Currently it is home to a variety of activities including the Regional Headquarters Naval District Washington, which functions as the coordinator for most of the Navy units in the Washington, Northern Virginia and Maryland areas. The Navy Yard is also home to the National Museum of the U.S. Navy. The video at the bottom of this article explores this museum.

The Washington Navy Yard is a fascinating place to visit. I have had the pleasure of visiting this facility twice, once while I was in the Air Force and again this last trip. Unfortunately, a few days after my last visit to the Yard it became famous nation-wide for the outrageous September 16, 2013 shooting rampage.


Washington Navy Yard History

Benjamin Stoddart, the first Secretary of the Navy, authorized the building of the Washington Navy Yard in 1799. The Navy Yard expanded rapidly as a shipbuilding facility until 1814 when British troops invaded Washington. The Yard's first commandant, Captain Thomas Tingey, was ordered to burn the base to prevent its supplies from falling into enemy hands. Rebuild after the War of 1812, the Yard continued to construct ships, and by the 1850s its primary function had evolved into ordnance production.

The engineering genius of Lieutenant John Dahlgren (twice commandant of the Yard) nurtured this development, and in 1886 the Yard became known as the Naval Gun Factory. Other notable technological achievements at the yard included: the first marine railway (1822), the first ship model basin (1898), the first successful shipboard catapult (1912), and a wind tunnel (1914).

Beginning in the 19th Century, the Washington Navy Yard served as the official gateway to Washington DC. Foreign diplomats and prominent visitors were received along the shoreline of the Anacostia River. Notably, the first Japanese delegation sent to the United States in 1860 arrived and docked at the Washington Navy Yard before heading off by carriage to meet with President James Buchanan.
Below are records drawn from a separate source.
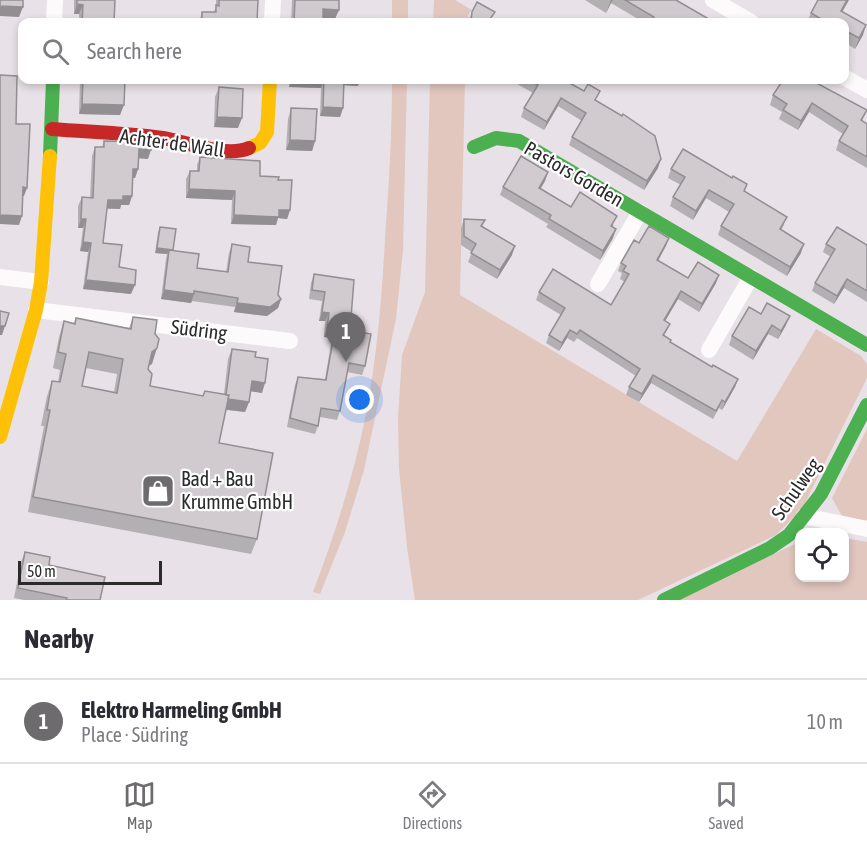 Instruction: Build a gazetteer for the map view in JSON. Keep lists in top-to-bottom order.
{
  "streets": {
    "street": [
      "Achter de Wall",
      "Pastors Gorden",
      "Südring",
      "Schulweg"
    ]
  },
  "places": {
    "shop": ["Bad + Bau Krumme GmbH"]
  },
  "scale_bar": "50 m",
  "page": {
    "search": "Search here",
    "pins": "1",
    "scale": "50 m",
    "heading": "Nearby",
    "list": [
      {
        "mark": "1",
        "name": "Elektro Harmeling GmbH",
        "note": "Place · Südring",
        "value": "10 m"
      }
    ],
    "nav": ["Map", "Directions", "Saved"]
  }
}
Another notable event occurred after President Lincoln's assignation when the body of John Wilkes Booth was brought to the Navy Yard on ironclad USS Montauk for identification and an autopsy.
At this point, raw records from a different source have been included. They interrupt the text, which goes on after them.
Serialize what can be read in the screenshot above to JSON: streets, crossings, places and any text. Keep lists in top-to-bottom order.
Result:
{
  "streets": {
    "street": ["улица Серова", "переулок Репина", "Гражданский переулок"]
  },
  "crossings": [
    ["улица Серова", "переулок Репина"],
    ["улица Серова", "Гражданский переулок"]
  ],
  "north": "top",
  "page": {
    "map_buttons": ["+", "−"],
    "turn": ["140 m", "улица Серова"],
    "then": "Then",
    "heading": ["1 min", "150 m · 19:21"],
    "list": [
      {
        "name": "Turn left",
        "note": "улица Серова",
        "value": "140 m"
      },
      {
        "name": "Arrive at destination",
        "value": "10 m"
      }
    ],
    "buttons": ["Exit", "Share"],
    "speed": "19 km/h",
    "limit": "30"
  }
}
Expanding to meet the needs of a growing fleet during World War I, the yard designed and manufactured the Navy's first 16" guns, as well as, the innovative U.S. Navy Railway Batteries that served in France. Mobilization for World War II resulted in further expansion of ordnance production. When industrial production ceased in 1961, the facility became a supply and administrative center. Once again designated as the Washington Navy Yard, this historic complex has become the ceremonial "Quarterdeck of the Navy."


National Museum of the United States Navy

The National Museum of the United States Navy opened in 1963 and is housed in the former, 600-foot-long, Breech Mechanism shop of the old Naval Gun Factory. The Museum displays art and artifacts from the Revolutionary War, Antarctic exploration, World War I and II, as well as showcasing submarine and deep-sea innovations.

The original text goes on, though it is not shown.